Leuchtende Sonne weites Land - Roman
Er freute sich sichtlich, dass Tess und Vera eine Interessentin für die Stelle auf der Schaffarm mitgebracht hatten.
»Ich kenne Ben Dulton, ich bin sogar durch meine Frau entfernt verwandt mit ihm. Vor einigen Jahren lernte ich ihn auf einem Familientreffen in Port Augusta, der Heimatstadt meiner Frau, kennen – auf seiner Farm war ich auch schon. Er ist ein sehr netter Mann«, sagte George. »Normalerweise gehört Heiratsvermittlung nicht zu meinem Metier«, fügte er dann schmunzelnd hinzu, »aber Ben, der selbst sehr glücklich verheiratet war, hatte Mitleid mit den einsamen Farmern in den Flinders Ranges und bat mich deshalb um diesen Gefallen.«
»Sind Sie sicher, dass er keine Frau für sich selbst sucht?«, fragte Jacqueline ohne Umschweife.
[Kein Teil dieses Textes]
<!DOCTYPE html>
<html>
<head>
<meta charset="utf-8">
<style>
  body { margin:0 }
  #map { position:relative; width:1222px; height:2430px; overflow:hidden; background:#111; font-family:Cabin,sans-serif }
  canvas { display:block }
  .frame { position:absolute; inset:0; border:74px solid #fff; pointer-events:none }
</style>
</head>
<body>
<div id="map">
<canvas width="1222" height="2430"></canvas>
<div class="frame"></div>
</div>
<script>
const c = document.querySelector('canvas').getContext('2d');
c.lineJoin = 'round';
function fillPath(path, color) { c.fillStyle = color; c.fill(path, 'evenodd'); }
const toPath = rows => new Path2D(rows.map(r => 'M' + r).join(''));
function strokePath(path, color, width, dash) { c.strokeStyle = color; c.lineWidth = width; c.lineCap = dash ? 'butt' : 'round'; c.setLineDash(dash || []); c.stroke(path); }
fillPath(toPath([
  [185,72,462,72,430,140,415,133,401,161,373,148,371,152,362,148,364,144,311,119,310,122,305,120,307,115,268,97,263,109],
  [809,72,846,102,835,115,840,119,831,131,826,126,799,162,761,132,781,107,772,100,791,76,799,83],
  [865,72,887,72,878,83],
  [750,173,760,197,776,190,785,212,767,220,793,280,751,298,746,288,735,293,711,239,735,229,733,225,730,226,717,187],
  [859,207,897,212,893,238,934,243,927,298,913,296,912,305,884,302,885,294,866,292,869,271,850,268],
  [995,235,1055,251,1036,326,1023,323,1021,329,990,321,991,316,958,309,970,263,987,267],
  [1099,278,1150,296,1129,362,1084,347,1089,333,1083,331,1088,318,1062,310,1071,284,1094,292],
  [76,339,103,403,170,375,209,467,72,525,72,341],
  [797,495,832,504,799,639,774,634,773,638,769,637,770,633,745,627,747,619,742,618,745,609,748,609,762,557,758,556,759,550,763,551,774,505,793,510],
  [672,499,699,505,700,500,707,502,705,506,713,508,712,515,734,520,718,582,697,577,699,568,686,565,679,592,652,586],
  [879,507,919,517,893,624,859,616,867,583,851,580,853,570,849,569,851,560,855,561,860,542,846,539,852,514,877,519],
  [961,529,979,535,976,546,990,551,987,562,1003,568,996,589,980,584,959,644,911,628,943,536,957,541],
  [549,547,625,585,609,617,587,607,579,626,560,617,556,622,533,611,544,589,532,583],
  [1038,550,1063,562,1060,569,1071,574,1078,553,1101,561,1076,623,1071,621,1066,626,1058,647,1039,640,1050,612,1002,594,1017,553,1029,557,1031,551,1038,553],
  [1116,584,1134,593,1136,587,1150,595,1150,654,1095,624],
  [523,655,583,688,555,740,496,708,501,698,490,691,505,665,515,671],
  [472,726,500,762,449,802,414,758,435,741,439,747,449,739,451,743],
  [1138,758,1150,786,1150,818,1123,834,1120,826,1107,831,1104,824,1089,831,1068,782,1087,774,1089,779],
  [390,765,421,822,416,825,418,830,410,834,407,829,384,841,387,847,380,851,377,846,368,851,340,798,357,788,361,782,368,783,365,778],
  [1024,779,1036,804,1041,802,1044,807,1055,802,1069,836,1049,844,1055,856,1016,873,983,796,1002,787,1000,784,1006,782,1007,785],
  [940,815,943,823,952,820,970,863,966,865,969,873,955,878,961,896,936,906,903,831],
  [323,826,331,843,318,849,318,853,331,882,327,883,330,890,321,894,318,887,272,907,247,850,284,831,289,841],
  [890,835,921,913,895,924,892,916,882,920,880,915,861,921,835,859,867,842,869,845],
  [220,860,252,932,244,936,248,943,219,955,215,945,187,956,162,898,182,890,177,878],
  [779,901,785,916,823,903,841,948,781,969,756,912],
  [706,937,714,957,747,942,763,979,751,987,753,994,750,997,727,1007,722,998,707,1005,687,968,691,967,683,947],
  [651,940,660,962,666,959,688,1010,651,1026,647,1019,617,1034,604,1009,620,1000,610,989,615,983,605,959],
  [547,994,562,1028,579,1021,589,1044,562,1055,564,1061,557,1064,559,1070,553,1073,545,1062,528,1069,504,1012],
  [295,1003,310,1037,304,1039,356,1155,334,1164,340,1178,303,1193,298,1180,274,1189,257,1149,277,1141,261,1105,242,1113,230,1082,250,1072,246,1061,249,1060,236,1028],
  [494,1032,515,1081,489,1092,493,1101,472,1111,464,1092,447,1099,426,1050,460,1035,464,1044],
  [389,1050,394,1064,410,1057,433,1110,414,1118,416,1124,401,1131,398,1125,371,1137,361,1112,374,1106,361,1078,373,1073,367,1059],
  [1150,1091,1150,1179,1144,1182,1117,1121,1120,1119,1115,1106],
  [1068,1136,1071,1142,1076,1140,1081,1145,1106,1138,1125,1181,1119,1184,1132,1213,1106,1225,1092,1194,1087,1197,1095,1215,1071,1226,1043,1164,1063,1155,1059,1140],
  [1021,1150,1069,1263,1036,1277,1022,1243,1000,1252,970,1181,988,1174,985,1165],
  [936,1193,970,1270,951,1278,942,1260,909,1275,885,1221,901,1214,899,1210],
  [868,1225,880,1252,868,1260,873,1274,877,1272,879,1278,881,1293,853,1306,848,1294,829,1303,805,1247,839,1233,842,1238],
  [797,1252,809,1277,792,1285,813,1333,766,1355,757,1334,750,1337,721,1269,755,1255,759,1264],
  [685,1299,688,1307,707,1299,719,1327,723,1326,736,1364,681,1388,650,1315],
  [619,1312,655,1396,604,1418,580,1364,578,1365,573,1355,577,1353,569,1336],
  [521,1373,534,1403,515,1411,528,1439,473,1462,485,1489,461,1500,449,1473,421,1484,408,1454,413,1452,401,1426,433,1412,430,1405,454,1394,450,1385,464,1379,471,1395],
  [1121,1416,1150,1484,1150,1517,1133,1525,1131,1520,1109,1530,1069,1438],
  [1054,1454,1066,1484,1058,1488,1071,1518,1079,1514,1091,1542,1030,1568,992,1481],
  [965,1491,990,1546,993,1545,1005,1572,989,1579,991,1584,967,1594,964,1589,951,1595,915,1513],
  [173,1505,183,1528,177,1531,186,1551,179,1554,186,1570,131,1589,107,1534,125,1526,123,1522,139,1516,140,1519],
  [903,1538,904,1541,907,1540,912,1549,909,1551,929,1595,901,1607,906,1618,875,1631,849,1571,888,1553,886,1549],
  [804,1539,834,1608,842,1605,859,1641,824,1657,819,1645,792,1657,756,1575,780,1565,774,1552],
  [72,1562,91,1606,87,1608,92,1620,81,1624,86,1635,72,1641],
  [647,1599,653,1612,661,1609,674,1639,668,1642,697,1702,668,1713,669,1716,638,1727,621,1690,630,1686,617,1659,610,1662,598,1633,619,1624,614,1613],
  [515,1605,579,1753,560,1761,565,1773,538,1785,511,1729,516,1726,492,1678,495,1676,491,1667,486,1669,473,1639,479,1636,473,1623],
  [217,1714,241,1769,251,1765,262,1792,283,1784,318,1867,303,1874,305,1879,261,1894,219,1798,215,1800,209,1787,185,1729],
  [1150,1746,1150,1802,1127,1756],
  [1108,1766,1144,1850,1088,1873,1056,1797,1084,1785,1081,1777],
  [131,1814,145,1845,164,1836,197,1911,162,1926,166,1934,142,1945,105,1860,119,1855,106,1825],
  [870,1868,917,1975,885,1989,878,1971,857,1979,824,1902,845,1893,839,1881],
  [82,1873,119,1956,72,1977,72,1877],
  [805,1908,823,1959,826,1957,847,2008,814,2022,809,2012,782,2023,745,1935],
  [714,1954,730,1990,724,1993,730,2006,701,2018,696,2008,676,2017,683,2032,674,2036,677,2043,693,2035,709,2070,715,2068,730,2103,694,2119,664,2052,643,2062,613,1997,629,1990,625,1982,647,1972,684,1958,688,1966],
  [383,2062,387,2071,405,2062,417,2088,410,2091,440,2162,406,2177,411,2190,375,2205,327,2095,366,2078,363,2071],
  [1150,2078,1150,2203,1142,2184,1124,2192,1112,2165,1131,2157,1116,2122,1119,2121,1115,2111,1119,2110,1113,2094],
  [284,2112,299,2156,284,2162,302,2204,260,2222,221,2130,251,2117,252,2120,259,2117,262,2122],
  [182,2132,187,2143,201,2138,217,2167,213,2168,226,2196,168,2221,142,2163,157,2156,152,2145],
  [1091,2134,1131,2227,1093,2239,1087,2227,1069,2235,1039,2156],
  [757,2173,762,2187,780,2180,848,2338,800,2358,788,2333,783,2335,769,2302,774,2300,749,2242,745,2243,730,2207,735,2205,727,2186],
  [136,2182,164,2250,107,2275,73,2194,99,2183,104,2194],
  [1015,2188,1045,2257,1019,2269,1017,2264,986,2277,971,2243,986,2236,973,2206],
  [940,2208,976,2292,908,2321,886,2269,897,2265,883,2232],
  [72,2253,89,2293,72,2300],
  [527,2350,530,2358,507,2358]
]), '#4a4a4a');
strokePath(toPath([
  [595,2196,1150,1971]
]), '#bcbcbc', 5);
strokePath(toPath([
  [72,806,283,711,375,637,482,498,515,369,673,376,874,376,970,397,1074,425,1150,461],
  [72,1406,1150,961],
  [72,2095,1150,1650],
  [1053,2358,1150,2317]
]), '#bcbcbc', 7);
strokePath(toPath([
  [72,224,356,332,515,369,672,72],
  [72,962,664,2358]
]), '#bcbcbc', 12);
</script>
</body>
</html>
»Ganz sicher. Seine Frau starb erst vor zwei Monaten ganz plötzlich an Herzversagen. Ihr Tod hat ihn furchtbar mitgenommen. Die beiden standen sich so nahe, wie das bei zwei Menschen nur möglich ist. Ich habe nie ein glücklicheres Paar kennen gelernt. Auch wenn es sich klischeehaft anhört, aber sie waren seelenverwandt. Cindy zu ersetzen wäre das Letzte, das Ben vorschwebte.«
»Sie haben mir meine Frage hoffentlich nicht übel genommen, aber ich wollte ganz sichergehen. Vielleicht könnten Sie mir mehr über die Stelle erzählen, Mr. Cavendish?«
»Aber gern. Was möchten Sie denn wissen?«
»Mr. Dulton hat Kinder, wie ich gehört habe.«
»Das ist richtig, er hat vier Söhne, die alle an der Seite ihres Vaters auf der Farm arbeiten. Ben braucht jemanden, der im Wesentlichen dafür sorgt, dass zu Hause alles glattläuft, während er sich um die Farm kümmert oder vielleicht auch mal ein paar Tage unterwegs ist. Ich sollte vielleicht noch hinzufügen, dass Wilpena Station in einer der landschaftlich schönsten Gegenden South Australias liegt.«
Das beeindruckte Jacqueline nicht im Mindesten. Sie interessierte sich nicht für die Landschaft, sondern für die elementaren Fragen. »Würde die Betreffende auch das Kochen und Putzen übernehmen müssen?«
Bevor George antworten konnte, sagte Vera schnell: »Es gibt doch Hausangestellte dort, nicht wahr, Mr. Cavendish?«
George, ein scharfsinniger Mensch, sah sie an und begriff sofort, zumal ihm der Widerwille in Jacquelines Stimme nicht entgangen war. Auf der anderen Seite hielt er sie für eine gescheite Frau, die sich für Bens Farm als Gewinn erweisen könnte. »Ja, äh … das ist richtig. Es gibt eine Frau dort, die kocht und sauber macht.«
»Und warum kann sie dann nicht den Haushalt führen?«, fragte Jacqueline.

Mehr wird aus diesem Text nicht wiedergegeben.